[Records from a dataset]
______

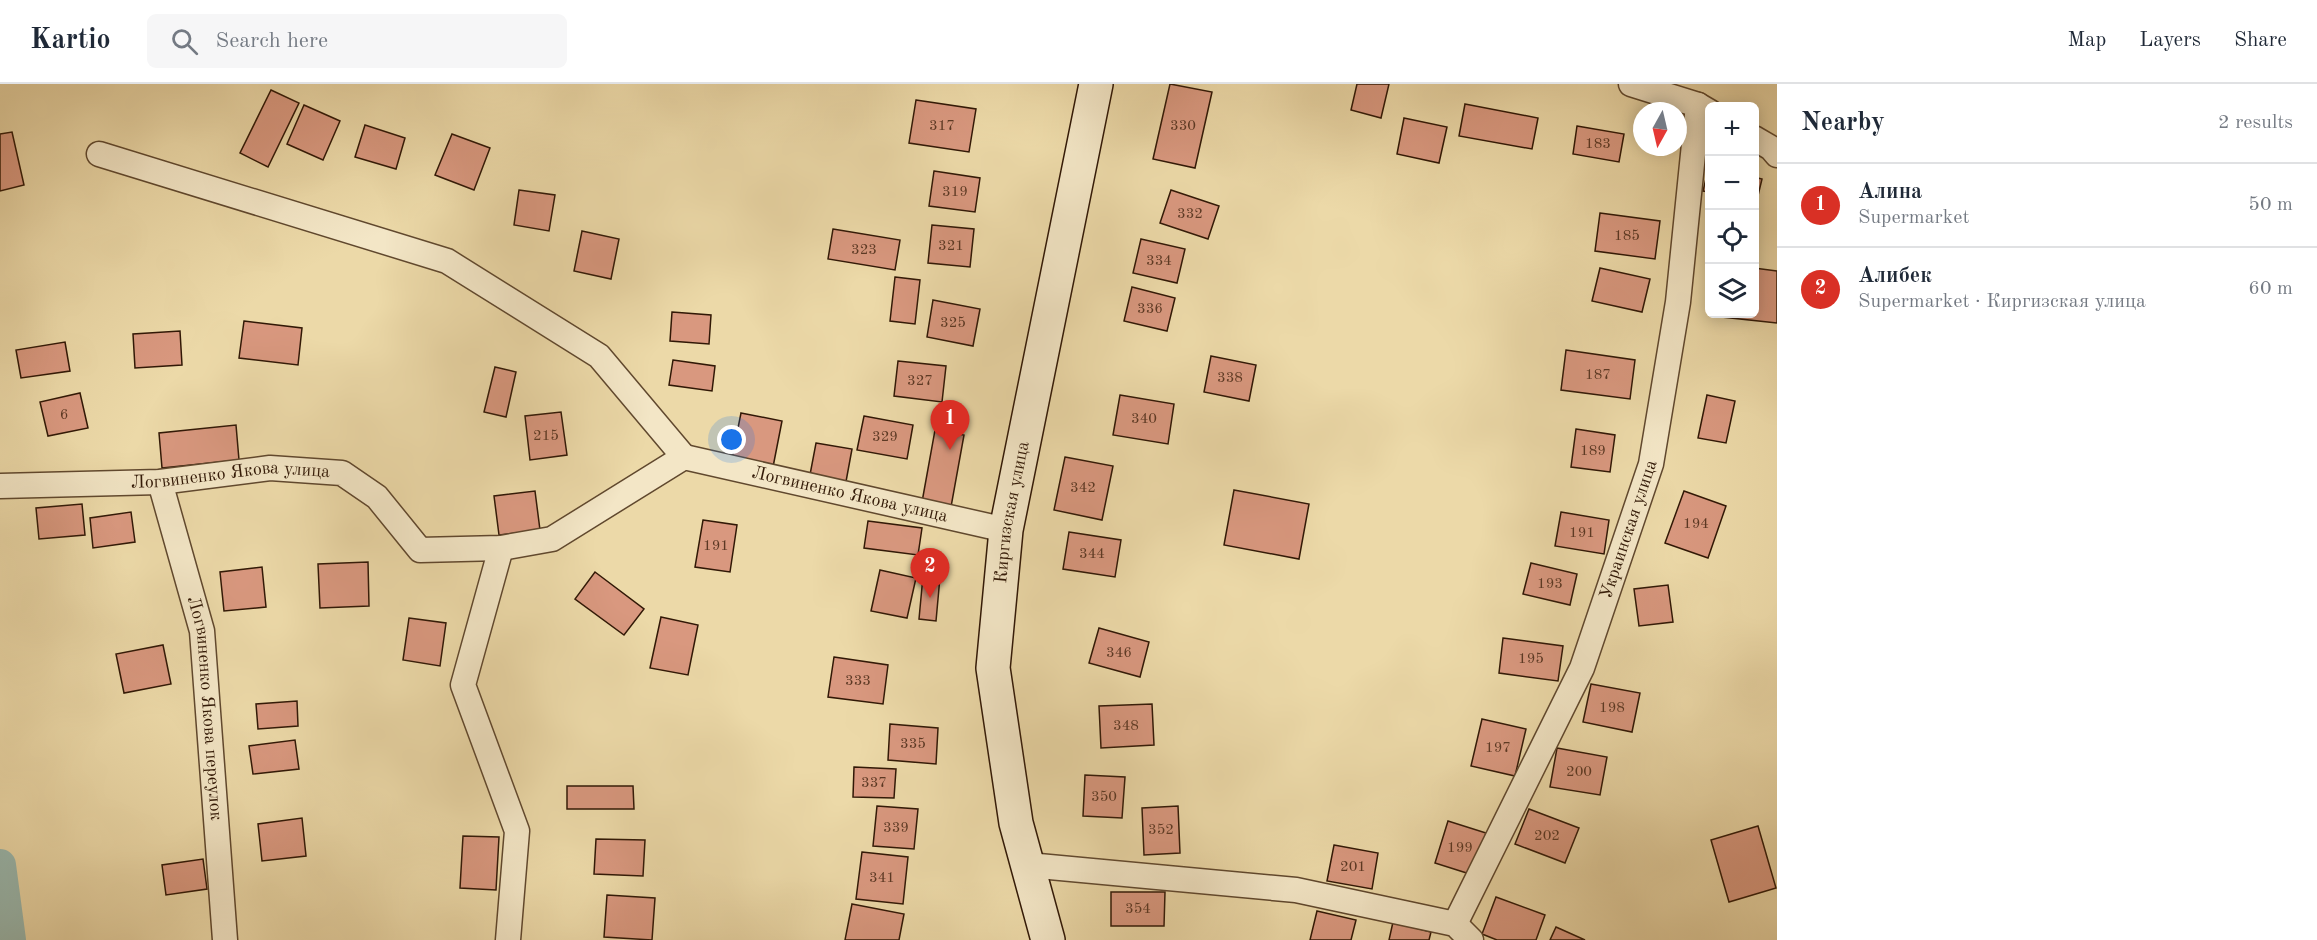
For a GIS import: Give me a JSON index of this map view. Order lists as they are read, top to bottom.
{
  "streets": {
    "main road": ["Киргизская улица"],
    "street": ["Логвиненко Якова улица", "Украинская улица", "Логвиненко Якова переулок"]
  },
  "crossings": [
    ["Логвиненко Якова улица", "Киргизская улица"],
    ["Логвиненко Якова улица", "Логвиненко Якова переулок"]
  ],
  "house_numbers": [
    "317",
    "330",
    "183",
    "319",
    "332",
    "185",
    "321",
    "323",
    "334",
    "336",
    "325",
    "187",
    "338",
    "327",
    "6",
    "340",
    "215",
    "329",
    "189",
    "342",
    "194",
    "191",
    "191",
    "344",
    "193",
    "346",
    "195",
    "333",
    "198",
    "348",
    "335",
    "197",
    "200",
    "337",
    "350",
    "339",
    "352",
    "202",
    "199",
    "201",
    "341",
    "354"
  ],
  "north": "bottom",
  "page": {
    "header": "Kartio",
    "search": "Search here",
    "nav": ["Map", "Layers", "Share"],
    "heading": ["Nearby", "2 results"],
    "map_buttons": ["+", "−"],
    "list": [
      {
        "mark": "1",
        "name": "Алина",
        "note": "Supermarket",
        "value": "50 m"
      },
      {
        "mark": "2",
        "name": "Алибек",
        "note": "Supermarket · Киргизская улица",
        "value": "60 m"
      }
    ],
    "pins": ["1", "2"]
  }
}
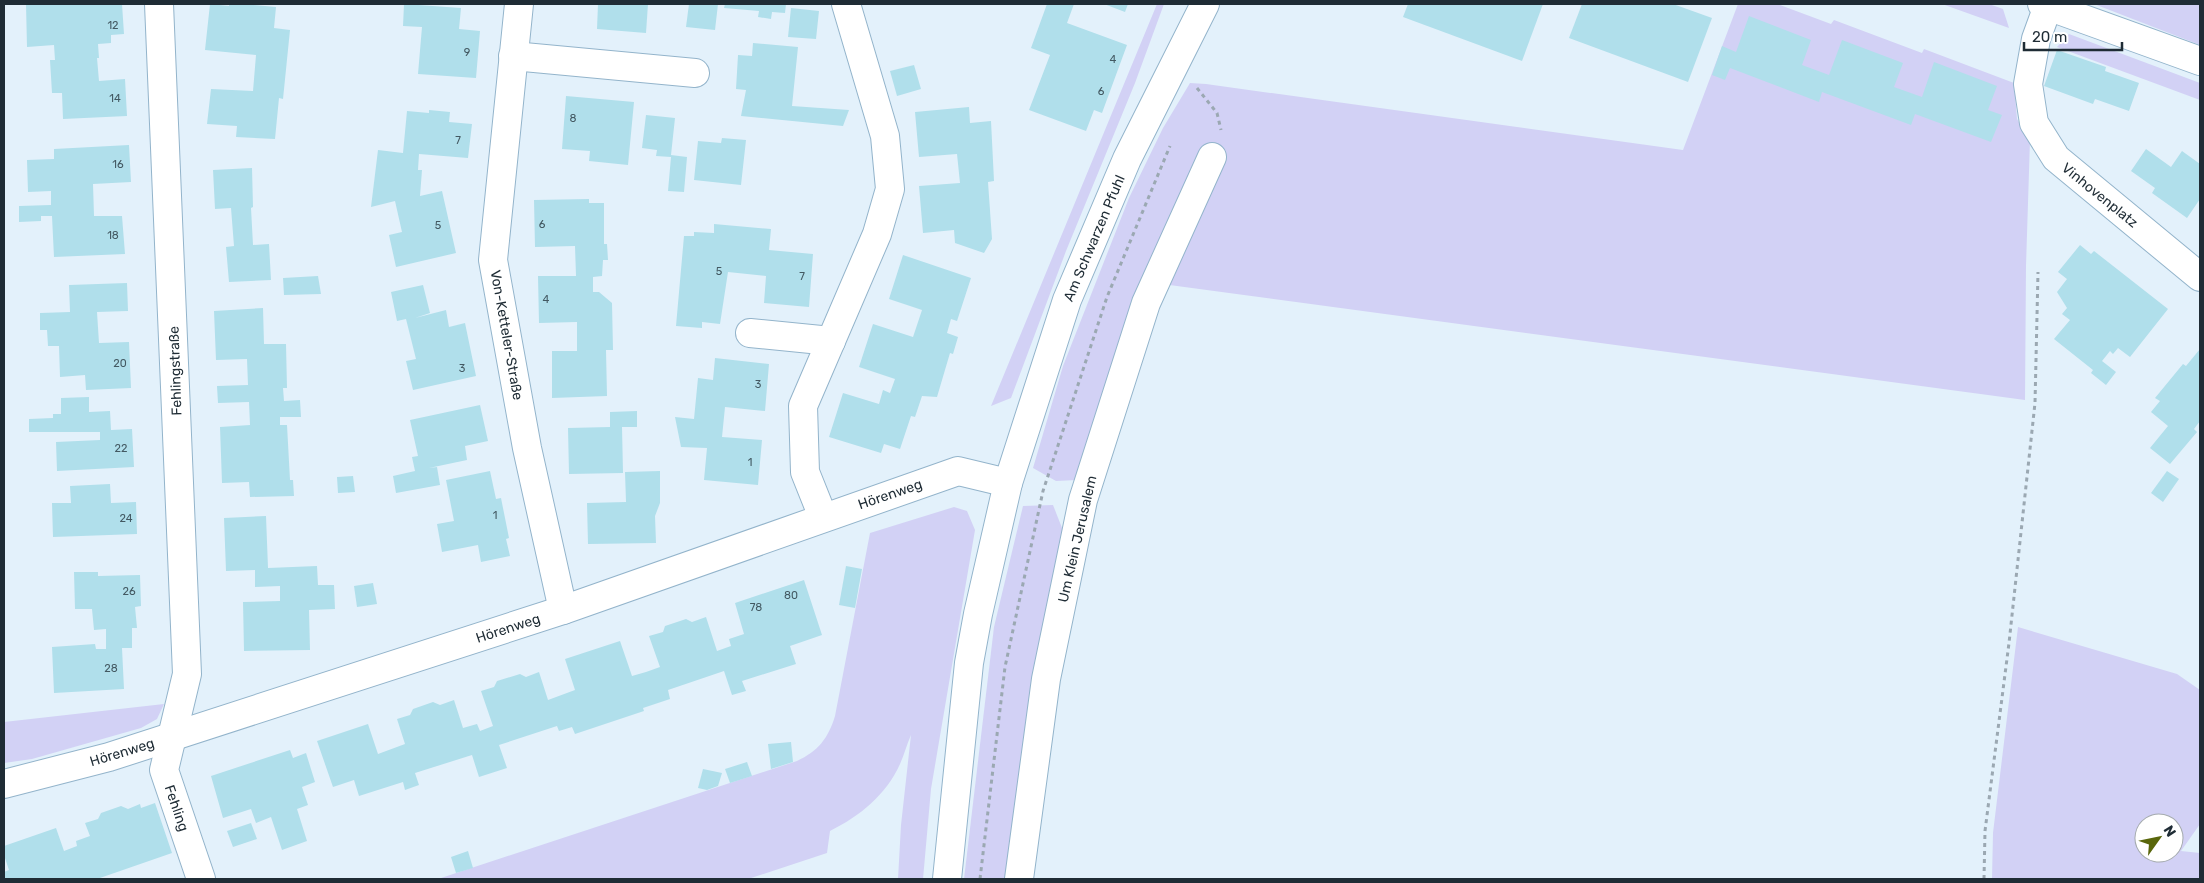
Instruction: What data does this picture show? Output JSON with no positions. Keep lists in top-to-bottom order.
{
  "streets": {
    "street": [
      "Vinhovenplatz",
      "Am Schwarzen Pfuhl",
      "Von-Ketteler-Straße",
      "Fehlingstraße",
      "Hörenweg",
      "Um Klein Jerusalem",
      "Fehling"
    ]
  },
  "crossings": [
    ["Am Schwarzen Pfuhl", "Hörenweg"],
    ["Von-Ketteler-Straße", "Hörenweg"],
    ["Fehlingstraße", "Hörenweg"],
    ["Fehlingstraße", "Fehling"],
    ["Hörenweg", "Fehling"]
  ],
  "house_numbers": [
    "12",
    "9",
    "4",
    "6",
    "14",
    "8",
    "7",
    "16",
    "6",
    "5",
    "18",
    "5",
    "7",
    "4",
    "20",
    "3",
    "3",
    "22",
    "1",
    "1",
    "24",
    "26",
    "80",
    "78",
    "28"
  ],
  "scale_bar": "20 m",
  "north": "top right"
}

______

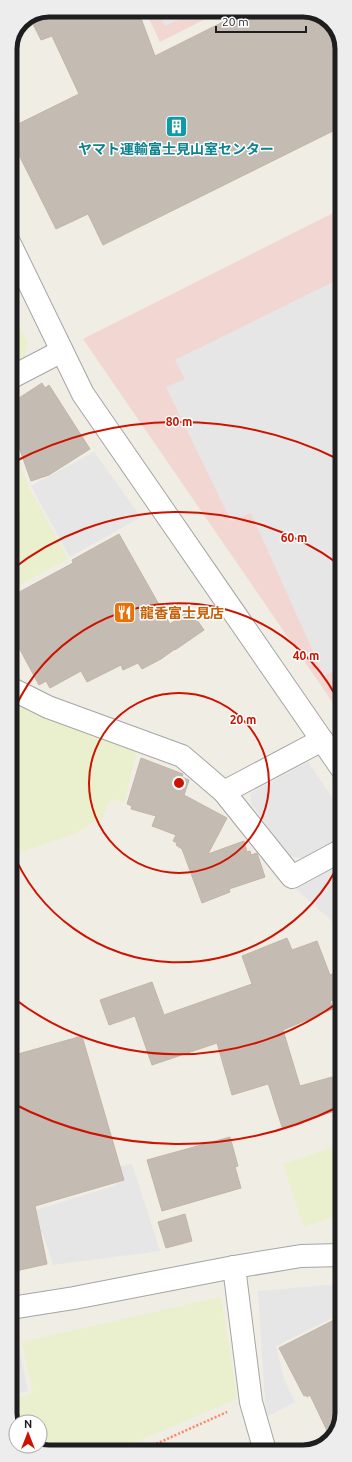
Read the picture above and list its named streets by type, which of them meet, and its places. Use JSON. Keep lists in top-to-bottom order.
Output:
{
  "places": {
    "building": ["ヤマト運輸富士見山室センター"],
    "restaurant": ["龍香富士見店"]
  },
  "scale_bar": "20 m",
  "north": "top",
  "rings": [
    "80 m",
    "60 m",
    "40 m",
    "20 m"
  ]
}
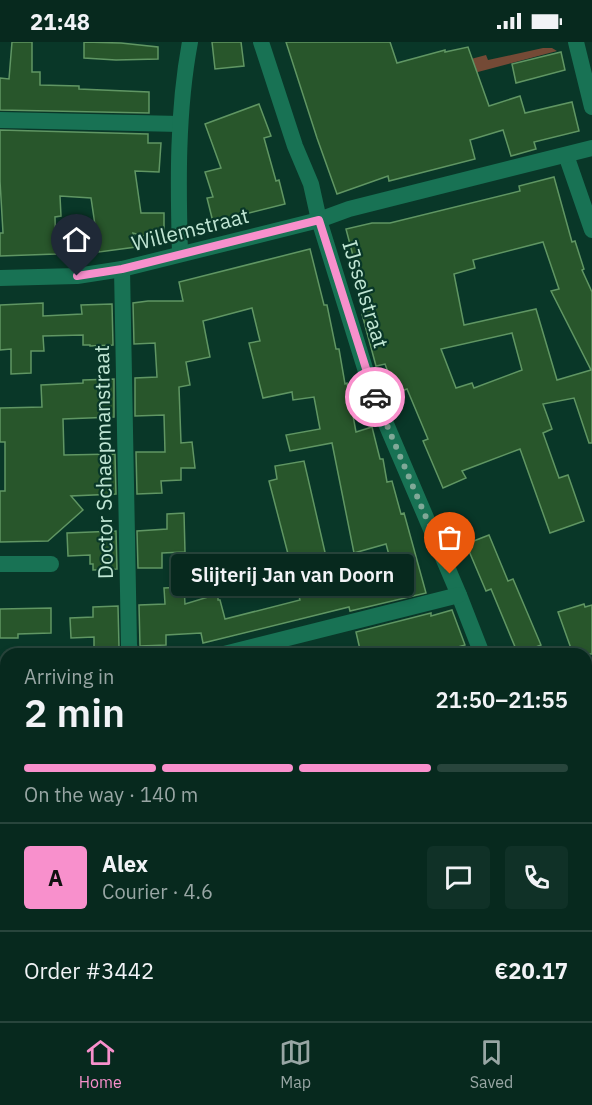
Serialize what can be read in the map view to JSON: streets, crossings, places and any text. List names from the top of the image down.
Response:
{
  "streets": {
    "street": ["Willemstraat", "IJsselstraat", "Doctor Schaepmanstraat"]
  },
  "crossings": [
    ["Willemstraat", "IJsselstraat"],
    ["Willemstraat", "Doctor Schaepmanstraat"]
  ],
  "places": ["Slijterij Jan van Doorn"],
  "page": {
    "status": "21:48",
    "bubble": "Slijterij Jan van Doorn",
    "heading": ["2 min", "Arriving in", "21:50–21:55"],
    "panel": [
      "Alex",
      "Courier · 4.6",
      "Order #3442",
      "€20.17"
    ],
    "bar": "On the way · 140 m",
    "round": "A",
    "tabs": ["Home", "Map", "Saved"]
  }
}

______

TASK BRIEF. Looking above, find the stretch of lines that opens with the one holding "Read the picture" and closes with the one holding "Serialize what can". Copy it exactly, pictures excluded.

RESPONSE.
Read the picture above and list its named streets by type, which of them meet, and its places. Use JSON. Keep lists in top-to-bottom order.
Output:
{
  "places": {
    "building": ["ヤマト運輸富士見山室センター"],
    "restaurant": ["龍香富士見店"]
  },
  "scale_bar": "20 m",
  "north": "top",
  "rings": [
    "80 m",
    "60 m",
    "40 m",
    "20 m"
  ]
}
Serialize what can be read in the map view to JSON: streets, crossings, places and any text. List names from the top of the image down.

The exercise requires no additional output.